C'EST une première. Le parquet de Paris a décidé d'ouvrir une enquête
préliminaire contre deux chefs d'État, piliers historiques de la
relation Afrique-France. Omar Bongo (Gabon) et Denis Sassou N'Guesso
(Congo) sont tous deux soupçonnés de faits de « recel de détournements de biens publics ». Ils posséderaient en France des biens importants dont ils ne sauraient justifier la propriété.
La décision d'ouvrir une enquête préliminaire a été prise par le
parquet de Paris au début de la semaine, après examen d'une plainte
déposée en mars. Elle a été annoncée hier et a suscité un certain
étonnement, y compris auprès des initiateurs du dépôt de la plainte.
« Si j'ai été surpris ? Oui et non », reconnaît l'avocat William Bourdon, président de l'association « Sherpa », un réseau international de juristes signataire de la plainte avec deux autres associations, Survie et la Fédération des Congolais de la diaspora. « Oui, car il ne faut pas négliger la puissance du réseau»Françafrique*. Non, parce que, techniquement, cette plainte nécessitait a minima l'ouverture d'une enquête préliminaire. »
La plainte déposée par les trois associations repose sur un inventaire des propriétés en France des deux chefs d'État. Le président Bongo et sa famille disposeraient ainsi de la propriété d'un hôtel particulier et de quatre appartements, tous situés dans le XVIe arrondissement de Paris. Le président Sassou N'Guesso posséderait un appartement à Paris et un hôtel particulier de 700 m² dans les Yvelines, estimé entre 5 et 10 millions d'euros. Plusieurs biens immobiliers en région parisienne, dont un luxueux appartement de 550 m² à Courbevoie (Hauts-de-Seine), seraient la propriété de proches du président congolais.
« Biens mal acquis... »
« Ce n'est pas leur salaire de président qui peut expliquer les ressources considérables qui ont été nécessaires pour acquérir ces biens », relève Me Bourdon. La plainte déposée se réfère à des procédures internationales visant les deux chefs d'État sur des détournements présumés de biens publics. Pour les plaignants, qui veulent « mettre fin au sentiment d'impunité tranquille de ceux qui chaque jour appauvrissent l'Afrique en se constituant des patrimoines considérables en France et ailleurs », l'enquête devra établir les responsabilités pénales individuelles. Pour ce faire, la désignation d'un juge d'instruction s'impose rapidement.

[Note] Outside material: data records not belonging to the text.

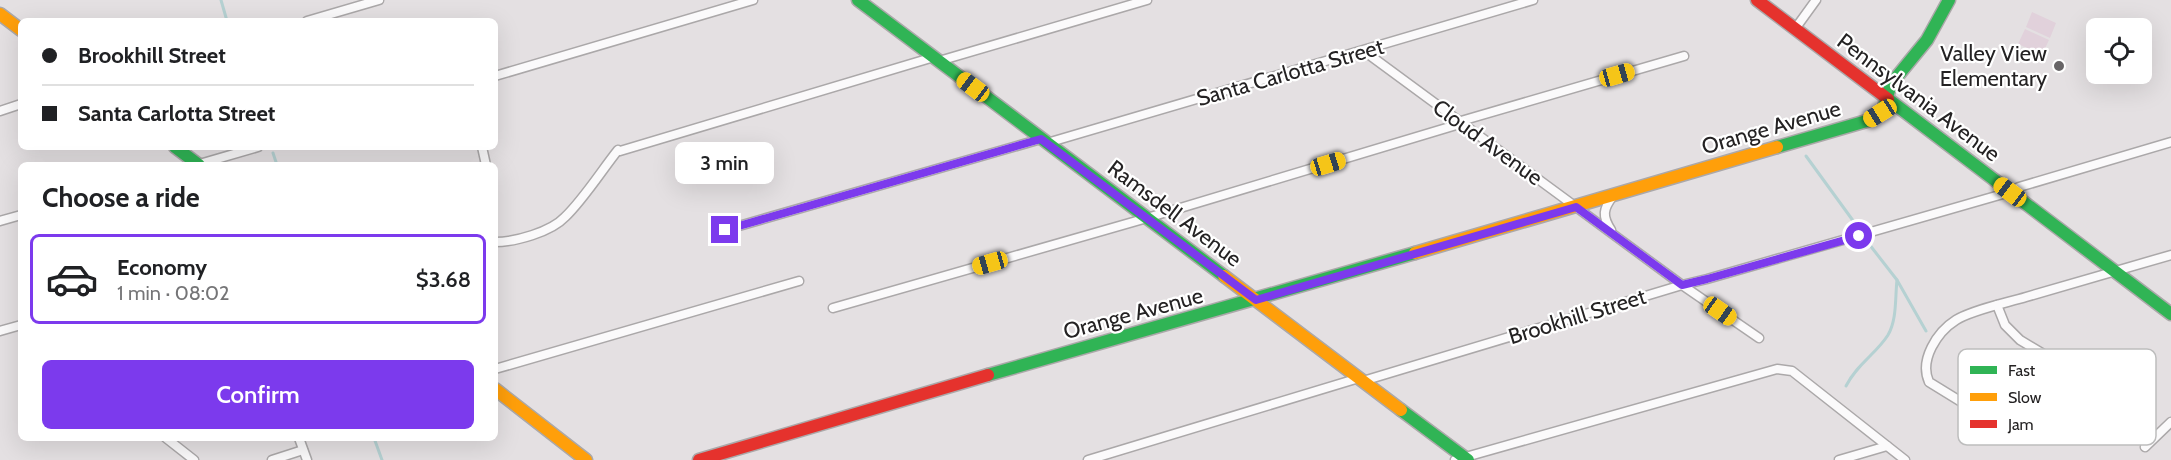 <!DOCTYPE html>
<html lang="en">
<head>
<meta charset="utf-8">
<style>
  body { margin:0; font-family:Cabin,sans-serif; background:#f6f6f6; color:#202124; height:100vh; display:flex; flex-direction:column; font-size:22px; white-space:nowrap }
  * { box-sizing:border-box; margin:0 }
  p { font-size:20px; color:#757577 }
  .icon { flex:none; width:33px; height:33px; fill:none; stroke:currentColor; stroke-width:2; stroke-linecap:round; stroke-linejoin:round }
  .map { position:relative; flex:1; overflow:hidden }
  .side { position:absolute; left:18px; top:162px; width:480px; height:279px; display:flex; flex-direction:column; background:#fff; border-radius:9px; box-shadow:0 6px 24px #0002 }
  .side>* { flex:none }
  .hud { position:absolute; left:18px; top:18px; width:480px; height:132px; border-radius:9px; box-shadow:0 6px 24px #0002; display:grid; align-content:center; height:132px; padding:0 24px; background:#fff }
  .fabs { position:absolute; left:2086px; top:18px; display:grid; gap:12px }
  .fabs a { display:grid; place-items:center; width:66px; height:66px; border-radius:9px; background:#fff; box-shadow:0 6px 24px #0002; font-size:30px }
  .end { position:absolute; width:27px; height:27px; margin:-14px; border:8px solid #7c3aed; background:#fff; box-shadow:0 0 0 3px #fff }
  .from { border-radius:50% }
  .bubble { position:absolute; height:42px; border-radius:9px; background:#fff; box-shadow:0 6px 24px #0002; font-size:20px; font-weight:600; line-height:42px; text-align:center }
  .car { position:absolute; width:18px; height:36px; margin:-18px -9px; border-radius:8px; box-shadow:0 0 4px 2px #0007; background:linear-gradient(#f5c518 24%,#345 0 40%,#f5c518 0 76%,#345 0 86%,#f5c518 0) }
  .hud b { display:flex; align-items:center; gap:21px; height:57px; font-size:22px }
  .hud b+b { border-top:2px solid #e0e0e0 }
  .hud i { width:15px; height:15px; background:#202124 }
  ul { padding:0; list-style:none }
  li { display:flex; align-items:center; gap:18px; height:90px; margin:0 12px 9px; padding:0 12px; border:3px solid transparent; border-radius:9px }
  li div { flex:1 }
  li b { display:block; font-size:22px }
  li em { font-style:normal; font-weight:600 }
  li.active { border-color:#7c3aed }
  li>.icon { width:54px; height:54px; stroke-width:1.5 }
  h2 { padding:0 24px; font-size:27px; line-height:72px }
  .button { display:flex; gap:12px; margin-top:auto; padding:12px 24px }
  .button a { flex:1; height:69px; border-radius:9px; background:#7c3aed; color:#fff; font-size:24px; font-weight:600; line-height:69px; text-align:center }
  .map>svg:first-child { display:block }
  .green { fill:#e1d1db }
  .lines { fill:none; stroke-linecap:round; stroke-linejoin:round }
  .stream { stroke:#b5d1d2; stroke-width:3 }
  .street-casing { stroke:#aba8a9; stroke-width:11 }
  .fast-casing { stroke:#aba8a9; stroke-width:15 }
  .slow-casing { stroke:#aba8a9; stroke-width:15 }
  .jam-casing { stroke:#aba8a9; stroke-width:15 }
  .street { stroke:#fbfafb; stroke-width:8 }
  .fast { stroke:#30b455; stroke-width:12 }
  .slow { stroke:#ff9f0a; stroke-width:12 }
  .jam { stroke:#e5322d; stroke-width:12 }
  .route { stroke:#7c3aed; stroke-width:8 }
  .poi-dot { fill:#676466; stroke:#fff; stroke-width:2 }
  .labels { text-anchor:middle; stroke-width:4.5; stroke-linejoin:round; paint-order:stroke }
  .poi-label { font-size:22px; fill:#242223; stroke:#fff; text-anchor:end }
  .street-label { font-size:22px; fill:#242223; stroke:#fff }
  .key { fill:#fff; stroke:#bdbdbd; stroke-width:1.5 }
  .key-label { font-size:16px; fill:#242223 }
</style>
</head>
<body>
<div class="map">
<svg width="2171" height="460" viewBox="0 0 2171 460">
  <rect width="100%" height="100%" fill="#e4e0e2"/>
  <!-- green -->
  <g class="green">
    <path d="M2032,12L2056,23L2050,38L2026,27Z"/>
    <path d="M2025,29L2049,40L2042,55L2018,44Z"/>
  </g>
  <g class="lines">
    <!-- stream -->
    <g class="stream">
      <path d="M221,0L227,21"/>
      <path d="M273,153L277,165"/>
      <path d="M1806,156L1854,222"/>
      <path d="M1869,244L1897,280L1926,331"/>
      <path d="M1846,386C1858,363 1876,354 1888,335C1897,320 1895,298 1897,280"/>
      <path d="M374,438L382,460"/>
    </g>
    <defs>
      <g id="street">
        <path d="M307,21L379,0"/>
        <path d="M1795,29L1816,0"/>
        <path d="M1364,51L1682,285L1759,338"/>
        <path d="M939,61L1147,0"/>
        <path d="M495,76L753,0"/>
        <path d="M0,111L21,104"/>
        <path d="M1461,121L1684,56"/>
        <path d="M1047,143L1533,0"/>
        <path d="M482,147L486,165"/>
        <path d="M620,151L934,57"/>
        <path d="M196,165L258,147"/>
        <path d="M0,221L21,215"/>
        <path d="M725,230L1041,139"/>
        <path d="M1611,230C1602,216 1603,209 1613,196"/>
        <path d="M495,242C515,242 551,232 565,217C583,200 602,170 618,150"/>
        <path d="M1997,305L2005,325L2020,340L2077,374"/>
        <path d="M833,308L1147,218L1463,123"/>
        <path d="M0,331L21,325"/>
        <path d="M495,369L799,281"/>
        <path d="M1363,381L1682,285L1707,279L2010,192L2019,187L2171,142"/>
        <path d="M2007,430L1929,382C1919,360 1937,332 1956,320C1972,310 2006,303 2026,297C2074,283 2123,269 2171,255"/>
        <path d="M166,438L194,460"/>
        <path d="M299,438L307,460"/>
        <path d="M2145,447L2171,422"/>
        <path d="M272,460L303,450"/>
        <path d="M1088,460L1359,378"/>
        <path d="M1455,460L1777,369L1792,371L1905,460"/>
        <path d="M1839,460L1887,446"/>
      </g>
      <g id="fast">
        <path d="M858,0L1224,276"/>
        <path d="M1888,99L2171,314"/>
        <path d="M175,147L199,165"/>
        <path d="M1777,147L1870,120L1883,110L1891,84L1927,40L1949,0"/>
        <path d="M988,375L1415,253"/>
        <path d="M1401,410L1468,460"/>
      </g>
      <g id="slow">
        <path d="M0,14L21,30"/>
        <path d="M1415,253L1777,147"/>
        <path d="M1224,276L1401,410"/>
        <path d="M495,389L586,460"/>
      </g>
      <g id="jam">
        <path d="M1757,0L1888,99"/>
        <path d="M699,460L988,375"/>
      </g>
    </defs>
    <!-- street casing -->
    <use href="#street" class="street-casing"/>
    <!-- fast casing -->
    <use href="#fast" class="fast-casing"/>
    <!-- slow casing -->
    <use href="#slow" class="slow-casing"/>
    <!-- jam casing -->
    <use href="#jam" class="jam-casing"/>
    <!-- street -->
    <use href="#street" class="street"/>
    <!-- fast -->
    <use href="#fast" class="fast"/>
    <!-- slow -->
    <use href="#slow" class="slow"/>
    <!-- jam -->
    <use href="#jam" class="jam"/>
  </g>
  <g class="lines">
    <!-- route -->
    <path class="route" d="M725,230L1041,139L1256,300L1576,207L1682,285L1707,279L1859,236"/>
  </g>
  <!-- markers -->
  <circle class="poi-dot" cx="2059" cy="66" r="6"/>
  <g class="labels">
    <!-- poi labels -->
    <g class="poi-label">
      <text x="2047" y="61">Valley View<tspan x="2047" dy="25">Elementary</tspan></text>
    </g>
    <!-- street labels -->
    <g class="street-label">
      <text transform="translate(1290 72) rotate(-16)" y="8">Santa Carlotta Street</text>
      <text transform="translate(1919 97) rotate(37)" y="8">Pennsylvania Avenue</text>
      <text transform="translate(1771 127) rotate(-16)" y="8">Orange Avenue</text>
      <text transform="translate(1488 142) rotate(36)" y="8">Cloud Avenue</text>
      <text transform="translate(1175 213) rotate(37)" y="8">Ramsdell Avenue</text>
      <text transform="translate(1133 313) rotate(-15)" y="8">Orange Avenue</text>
      <text transform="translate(1577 316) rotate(-17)" y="8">Brookhill Street</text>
    </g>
  </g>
  <!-- legend -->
  <rect x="1958" y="349" width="198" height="96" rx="9" class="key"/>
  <rect x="1970" y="366" width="27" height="8" fill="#30b455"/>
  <rect x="1970" y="393" width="27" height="8" fill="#ff9f0a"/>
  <rect x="1970" y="420" width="27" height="8" fill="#e5322d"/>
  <g class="key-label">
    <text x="2008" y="376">Fast</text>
    <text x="2008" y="403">Slow</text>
    <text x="2008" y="430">Jam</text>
  </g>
</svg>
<div class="fabs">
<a><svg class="icon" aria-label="locate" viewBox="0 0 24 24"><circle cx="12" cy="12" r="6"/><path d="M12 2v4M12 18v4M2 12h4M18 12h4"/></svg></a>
</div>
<i class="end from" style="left:1859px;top:236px"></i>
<i class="end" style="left:725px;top:230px"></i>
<div class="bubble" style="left:675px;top:142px;width:99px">3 min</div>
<i class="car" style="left:1617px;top:75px;rotate:74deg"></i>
<i class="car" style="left:973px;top:87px;rotate:307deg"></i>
<i class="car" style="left:1880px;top:113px;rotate:238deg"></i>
<i class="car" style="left:1328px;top:164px;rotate:73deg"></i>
<i class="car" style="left:2010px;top:192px;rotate:307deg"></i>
<i class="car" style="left:990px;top:263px;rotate:254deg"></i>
<i class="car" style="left:1720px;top:311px;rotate:125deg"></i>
<div class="hud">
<b><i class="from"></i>Brookhill Street</b>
<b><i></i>Santa Carlotta Street</b>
</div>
<section class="side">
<h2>Choose a ride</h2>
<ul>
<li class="active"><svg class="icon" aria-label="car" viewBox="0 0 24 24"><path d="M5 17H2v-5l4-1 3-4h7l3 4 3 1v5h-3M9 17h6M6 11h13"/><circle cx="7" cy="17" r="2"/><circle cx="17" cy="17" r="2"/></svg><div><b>Economy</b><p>1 min · 08:02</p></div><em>$3.68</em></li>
</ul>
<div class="button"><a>Confirm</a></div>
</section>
</div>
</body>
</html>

De nombreux éléments de la plainte proviennent de rapports d'organisations internationales (ONU, OCDE, UE) et d'ONG (Transparency International, Global Witness, Plateforme dette et développement). En mars dernier, peu avant le sommet Afrique-France de Cannes, le Comité catholique contre la faim et pour le développement (CCFD) avait répertorié les biens appartenant ou supposés appartenir à des dirigeants africains dans un rapport rendu public et intitulé « Biens mal acquis... profitent souvent » (*).